Although we've long thought that meteorites played a significant role in the formation of planets in our solar system, a new study suggests that meteorites were less important to planet formation than we initially thought.
The study, done by MIT and Purdue University, suggests that meteorites did not serve as the building blocks of planets, as originally believed. These researchers uncovered that it's likely that meteorites are just byproducts of the planet formation process.
The surface of meteors contains small spherical grains of molten droplets called chondrules. Scientists once thought the glass-like chondrules were the building blocks of the solar system's planets. The idea was that when the solar system formed, these chondrules represented where meteors constantly collided with gas and dust, which eventually formed planets.
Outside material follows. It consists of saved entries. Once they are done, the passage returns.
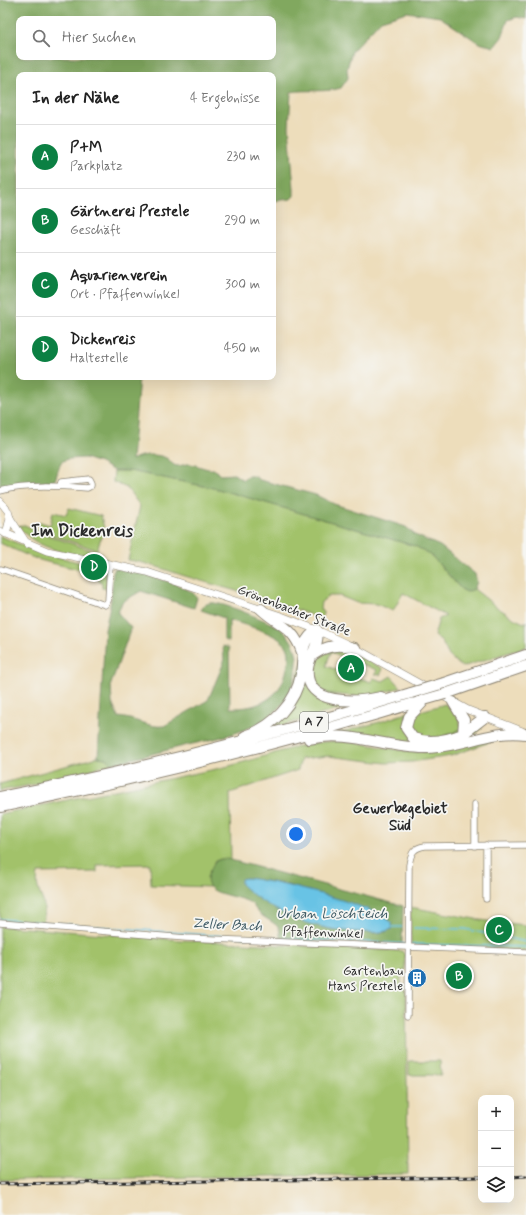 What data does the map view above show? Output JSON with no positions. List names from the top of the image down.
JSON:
{
  "streets": {
    "highway": ["A 7"],
    "main road": ["Grönenbacher Straße"],
    "street": ["Pfaffenwinkel"]
  },
  "crossings": [
    ["Grönenbacher Straße", "A 7"]
  ],
  "districts": ["Im Dickenreis", "Gewerbegebiet Süd"],
  "water": ["Urban Löschteich", "Zeller Bach"],
  "places": {
    "building": ["Gartenbau Hans Prestele"]
  },
  "page": {
    "search": "Hier suchen",
    "heading": ["In der Nähe", "4 Ergebnisse"],
    "list": [
      {
        "mark": "A",
        "name": "P+M",
        "note": "Parkplatz",
        "value": "230 m"
      },
      {
        "mark": "B",
        "name": "Gärtnerei Prestele",
        "note": "Geschäft",
        "value": "290 m"
      },
      {
        "mark": "C",
        "name": "Aquarienverein",
        "note": "Ort · Pfaffenwinkel",
        "value": "300 m"
      },
      {
        "mark": "D",
        "name": "Dickenreis",
        "note": "Haltestelle",
        "value": "450 m"
      }
    ],
    "pins": [
      "D",
      "A",
      "C",
      "B"
    ],
    "map_buttons": ["+", "−"]
  }
}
Now, though, after running a series of computer simulations, scientists believe that the chondrules are just the remains of other collisions between protoplanetary bodies that occurred during the solar system's early years, which were more violent and numerous than we imagined.
(Photo : NASA/California Institute of Technology) Artist's concept of a protoplanetary collision
"This tells us that meteorites aren't actually representative of the material that formed planets - they're these smaller fractions of material that are the byproduct of planet formation," says Brandon Johnson of MIT's Earth, Atmospheric and Planetary Sciences department. "But it also tells us the early solar system was more violent than we expected: You had these massive sprays of molten material getting ejected out from these really big impacts. It's an extreme process."
Researchers used simulations to study collisions of protoplanetary bodies between the size of the moon and an asteroid. These simulations showed that bodies the size of the moon formed quickly, well before chondrules appeared on meteors. Another simulation figured out the kind of collision that formed chondrules, as well as estimated how many of these collisions happened during the first 5 million years of the solar system.
Results of the simulations supported the new theory that chondrules aren't as important as previously thought, at least to planet formation.
If confirmed, this study's results change a lot of what we know about our early solar system and how the planets formed. However, scientists stress that understanding the nature of meteorites still holds answers about our solar system's early days.
"If this finding is correct, then it would suggest that chondrites are not good analogs for the building blocks of the Earth and other planets," says Fred Ciesla, associate professor of planetary science at the University of Chicago. "Meteorites as a whole are still important clues about what processes occurred during the formation of the Solar System, but which ones are the best analogs for what the planets were made out of would change."